Major television events often call for watch parties, and tonight's presidential debate was no exception.
Several student groups of varying political interests and affiliations at Penn hosted viewing parties tonight. Penn for Hillary and Penn Democrats teamed up to throw a party at the Fiji Chapter House, while Penn College Republicans hosted theirs at Smokey Joe's.
Despite the opposing political affiliations, both events had similar motifs with some students chatting on the side about politics, some glued to the television screens and others laughing at comments made by both candidates.

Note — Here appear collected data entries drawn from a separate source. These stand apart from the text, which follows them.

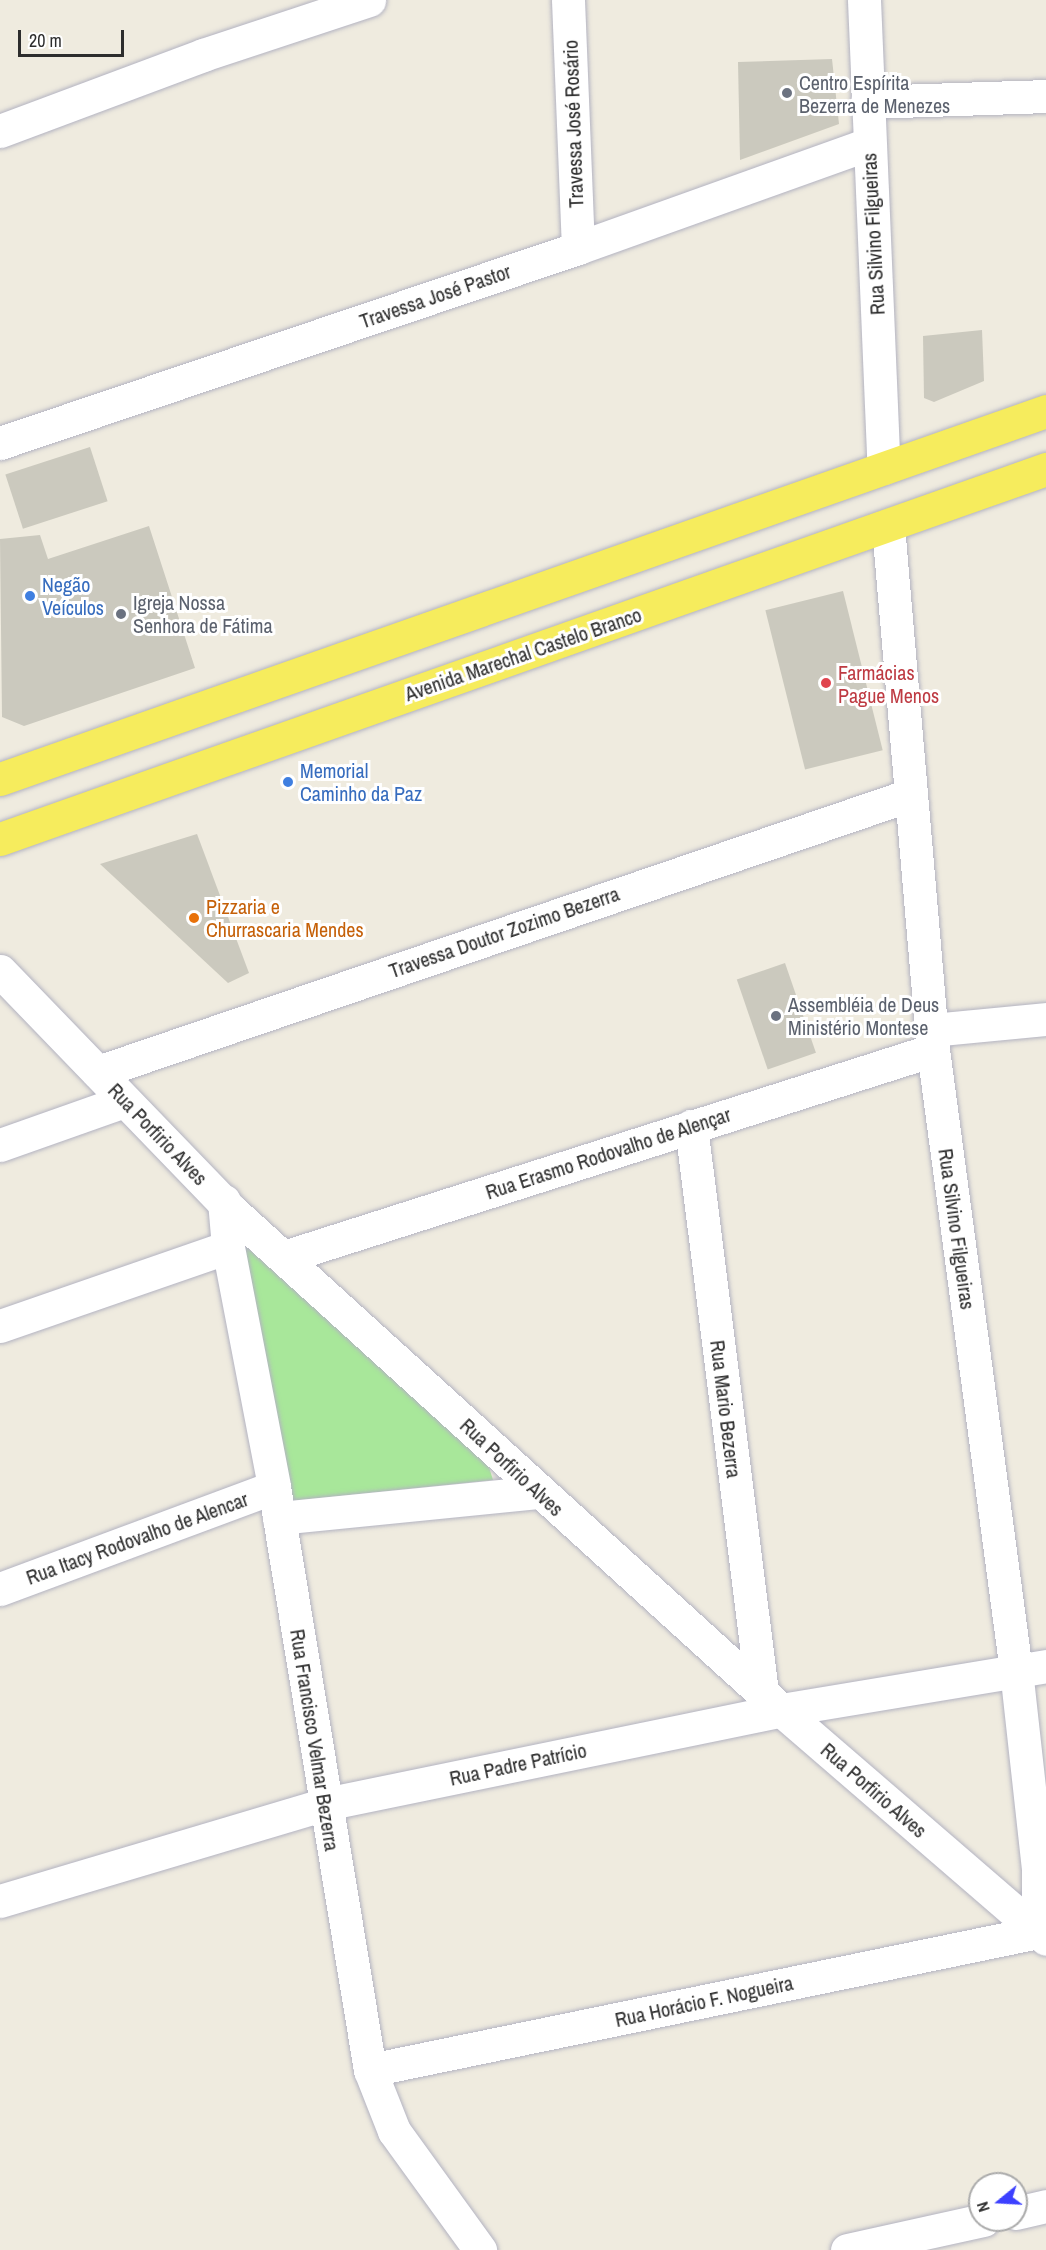 <!DOCTYPE html>
<html>
<head>
<meta charset="utf-8">
<style>
	body { margin:0 }
	#map { position:relative; width:1046px; height:2250px; overflow:hidden; background:#efebdf; font-family:"Archivo Narrow",sans-serif }
	div>[style] { position:absolute }
	.green>* { inset:0; background:#a8e79a }
	.building>* { inset:0; background:#cbc9be; transform-origin:0 0 }
	.roads { filter:drop-shadow(0 0 2px #b3b3c1) drop-shadow(0 0 2px #b3b3c1) }
	.street>* { height:33px; margin:-16.5px; padding:0 16.5px; transform-origin:16.5px; border-radius:16.5px; background:#fff }
	.secondary>* { height:33px; margin:-16.5px; padding:0 16.5px; transform-origin:16.5px; border-radius:16.5px; background:#fff }
	.primary>* { height:33px; margin:-16.5px; padding:0 16.5px; transform-origin:16.5px; border-radius:16.5px; background:#f6ec5d }
	.dots>* { width:16px; height:16px; translate:-50% -50%; box-sizing:border-box; border:3px solid #fff; border-radius:50% }
	span { translate:-50% -50%; white-space:nowrap; text-align:center; line-height:1.15; -webkit-text-stroke:6px #fff; paint-order:stroke }
	.worship-label { font-size:20px; color:#5b616d }
	.left { translate:0 -50%; text-align:left }
	.street-label { font-size:20px; color:#2d2d2d }
	.shop-label { font-size:20px; color:#366cbe }
	.health-label { font-size:20px; color:#be3a42 }
	.food-label { font-size:20px; color:#c56008 }
	.north { position:absolute; left:968px; top:2172px; width:60px; height:60px; box-sizing:border-box; background:#fff; border:2px solid #ababab; border-radius:50%; rotate:252deg; font-size:16px; font-weight:700; line-height:24px; text-align:center; color:#2d2d2d }
	.north::after { content:''; display:block; margin:auto; width:21px; height:27px; background:#3c40ff; clip-path:polygon(50% 0,100% 100%,50% 72%,0 100%) }
	.scale { position:absolute; left:18px; top:30px; width:106px; height:27px; box-sizing:border-box; border:3px solid #2d2d2d; border-top:0; padding-left:8px; font-size:18px; line-height:21px; white-space:nowrap; color:#2d2d2d; -webkit-text-stroke:4px #fff; paint-order:stroke }
</style>
</head>
<body>
<div id="map">
	<div class="green">
		<i style="clip-path:polygon(241px 1242px,488px 1464px,493px 1480px,293px 1501px)"></i>
	</div>
	<div class="building">
		<i style="clip-path:polygon(832px 59px,839px 124px,740px 160px,738px 62px)"></i>
		<i style="clip-path:polygon(982px 330px,984px 381px,934px 402px,924px 398px,923px 336px)"></i>
		<i style="left:90px;top:447px;width:57px;height:89px;rotate:72deg"></i>
		<i style="clip-path:polygon(149px 526px,195px 668px,24px 726px,2px 717px,0 539px,40px 535px,48px 559px)"></i>
		<i style="left:843px;top:591px;width:164px;height:80px;rotate:76deg"></i>
		<i style="clip-path:polygon(197px 834px,249px 973px,228px 983px,100px 864px)"></i>
		<i style="left:785px;top:963px;width:95px;height:51px;rotate:71deg"></i>
	</div>
	<div class="roads">
		<div class="street">
			<i style="left:568px;top:0;width:248px;rotate:87.7deg"></i>
			<i style="left:864px;top:0;width:468px;rotate:87.6deg"></i>
			<i style="left:867px;top:102px;width:179px;rotate:-1.9deg"></i>
			<i style="left:0;top:131px;width:217px;rotate:-20.5deg"></i>
			<i style="left:203px;top:55px;width:175px;rotate:-18.3deg"></i>
			<i style="left:0;top:443px;width:610px;rotate:-18.64deg"></i>
			<i style="left:578px;top:248px;width:309px;rotate:-19.7deg"></i>
			<i style="left:931px;top:1030px;width:116px;rotate:-5.5deg"></i>
			<i style="left:98px;top:1072px;width:858px;rotate:-18.84deg"></i>
			<i style="left:691px;top:1126px;width:571px;rotate:82.86deg"></i>
			<i style="left:0;top:1145px;width:132px;rotate:-19.5deg"></i>
			<i style="left:224px;top:1201px;width:46px;rotate:85deg"></i>
			<i style="left:228px;top:1247px;width:244px;rotate:79.1deg"></i>
			<i style="left:274px;top:1487px;width:591px;rotate:80.65deg"></i>
			<i style="left:370px;top:2070px;width:66px;rotate:68.5deg"></i>
			<i style="left:394px;top:2131px;width:147px;rotate:54.1deg"></i>
			<i style="left:284px;top:1257px;width:681px;rotate:-17.69deg"></i>
			<i style="left:0;top:1326px;width:241px;rotate:-19.1deg"></i>
			<i style="left:279px;top:1518px;width:261px;rotate:-5.7deg"></i>
			<i style="left:0;top:1589px;width:292px;rotate:-20.4deg"></i>
			<i style="left:0;top:1901px;width:339px;rotate:-16.6deg"></i>
			<i style="left:325px;top:1804px;width:466px;rotate:-11.6deg"></i>
			<i style="left:781px;top:1710px;width:269px;rotate:-9.4deg"></i>
			<i style="left:370px;top:2070px;width:682px;rotate:-11.67deg"></i>
			<i style="left:1038px;top:1932px;width:63px;rotate:-90deg"></i>
			<i style="left:1038px;top:1869px;width:199px;rotate:-96.3deg"></i>
			<i style="left:1016px;top:1671px;width:627px;rotate:-97.61deg"></i>
			<i style="left:933px;top:1050px;width:526px;rotate:-94.91deg"></i>
			<i style="left:1016px;top:2213px;width:31px;rotate:-13deg"></i>
			<i style="left:847px;top:2250px;width:140px;rotate:-12.4deg"></i>
		</div>
		<div class="secondary">
			<i style="left:0;top:971px;width:335px;rotate:46deg"></i>
			<i style="left:233px;top:1212px;width:740px;rotate:42.26deg"></i>
			<i style="left:781px;top:1710px;width:350px;rotate:40.8deg"></i>
		</div>
		<div class="primary">
			<i style="left:0;top:779px;width:1109px;rotate:-19.38deg"></i>
			<i style="left:0;top:839px;width:1110px;rotate:-19.48deg"></i>
		</div>
	</div>
	<div class="dots">
		<i style="left:787px;top:93px;background:#6b7280"></i>
		<i style="left:30px;top:596px;background:#3f7fe0"></i>
		<i style="left:121px;top:614px;background:#6b7280"></i>
		<i style="left:826px;top:683px;background:#e0444e"></i>
		<i style="left:288px;top:782px;background:#3f7fe0"></i>
		<i style="left:194px;top:918px;background:#e8710a"></i>
		<i style="left:776px;top:1016px;background:#6b7280"></i>
	</div>
	<div class="worship-label">
		<span class="left" style="left:799px;top:94px">Centro Espírita<br>Bezerra de Menezes</span>
		<span class="left" style="left:133px;top:614px">Igreja Nossa<br>Senhora de Fátima</span>
		<span class="left" style="left:788px;top:1016px">Assembléia de Deus<br>Ministério Montese</span>
	</div>
	<div class="street-label">
		<span style="left:573px;top:124px;rotate:-92deg">Travessa José Rosário</span>
		<span style="left:873px;top:234px;rotate:-93deg">Rua Silvino Filgueiras</span>
		<span style="left:435px;top:296px;rotate:-19deg">Travessa José Pastor</span>
		<span style="left:523px;top:654px;rotate:-19deg">Avenida Marechal Castelo Branco</span>
		<span style="left:504px;top:932px;rotate:-19deg">Travessa Doutor Zozimo Bezerra</span>
		<span style="left:158px;top:1134px;rotate:46deg">Rua Porfirio Alves</span>
		<span style="left:608px;top:1153px;rotate:-18deg">Rua Erasmo Rodovalho de Alençar</span>
		<span style="left:957px;top:1229px;rotate:82deg">Rua Silvino Filgueiras</span>
		<span style="left:726px;top:1409px;rotate:83deg">Rua Mario Bezerra</span>
		<span style="left:512px;top:1467px;rotate:43deg">Rua Porfirio Alves</span>
		<span style="left:137px;top:1538px;rotate:-20deg">Rua Itacy Rodovalho de Alencar</span>
		<span style="left:315px;top:1740px;rotate:81deg">Rua Francisco Velmar Bezerra</span>
		<span style="left:518px;top:1764px;rotate:-12deg">Rua Padre Patrício</span>
		<span style="left:874px;top:1790px;rotate:41deg">Rua Porfirio Alves</span>
		<span style="left:704px;top:2001px;rotate:-12deg">Rua Horácio F. Nogueira</span>
	</div>
	<div class="shop-label">
		<span class="left" style="left:42px;top:596px">Negão<br>Veículos</span>
		<span class="left" style="left:300px;top:782px">Memorial<br>Caminho da Paz</span>
	</div>
	<div class="health-label">
		<span class="left" style="left:838px;top:684px">Farmácias<br>Pague Menos</span>
	</div>
	<div class="food-label">
		<span class="left" style="left:206px;top:918px">Pizzaria e<br>Churrascaria Mendes</span>
	</div>
	<div class="north">N</div>
	<div class="scale">20 m</div>
</div>
</body>
</html>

At the Democrats' party, the debate was projected onto a large screen in a common room, which was packed with students. Before the debate began, the room was abuzz with small talk and political discussion. Much of the chattering in the house stopped as the candidates walked onto the stage. Occasionally, attendees would break the silence to snap in approval of comments made by Hillary Clinton or to laugh when she made jabs at Donald Trump.
Early in the night, Democratic Penn students seemed optimistic about what was to come in the debate.
"I'm expecting Hillary to kill it," College sophomore and Political Director of Penn Democrats Rachel Pomerantz said. "She's qualified. She knows what she's talking about."
Engineering junior and Executive Director of Political Affairs of Penn for Hillary Michael Ramdatt also said he felt that Clinton is well-versed in her stances on policy, but he also hoped that she would come across as more authentic in this debate.
"I want her to introduce herself to the country in a very authentic way," he said. "I'm looking for people to get a refined view of who Hillary Clinton is and what she stands for."
At the Republicans' party, students sat in small groups at individual tables to watch the debate. Several in attendance also meandered around the bar, mingling with friends and commenting on the candidates' points.
Just like at the Democrats' party, the Republican students also laughed at various comments made by Trump.
Grayson Sessa, a Wharton senior, was not thrilled by Trump's performance in the debate.
"He could have presented himself in a better way," he said.
Penn was not the only place where the debate found a large audience. According to a poll released today by Monmouth University Poll, 75 percent of voters were expected to tune in to tonight's debate.
Despite this large turnout, very few voters expected the debate to affect their decision regarding who to vote for. The poll also found that Hillary Clinton had only a four point lead over Donald Trump going into the debate, down from the seven point lead she had last month.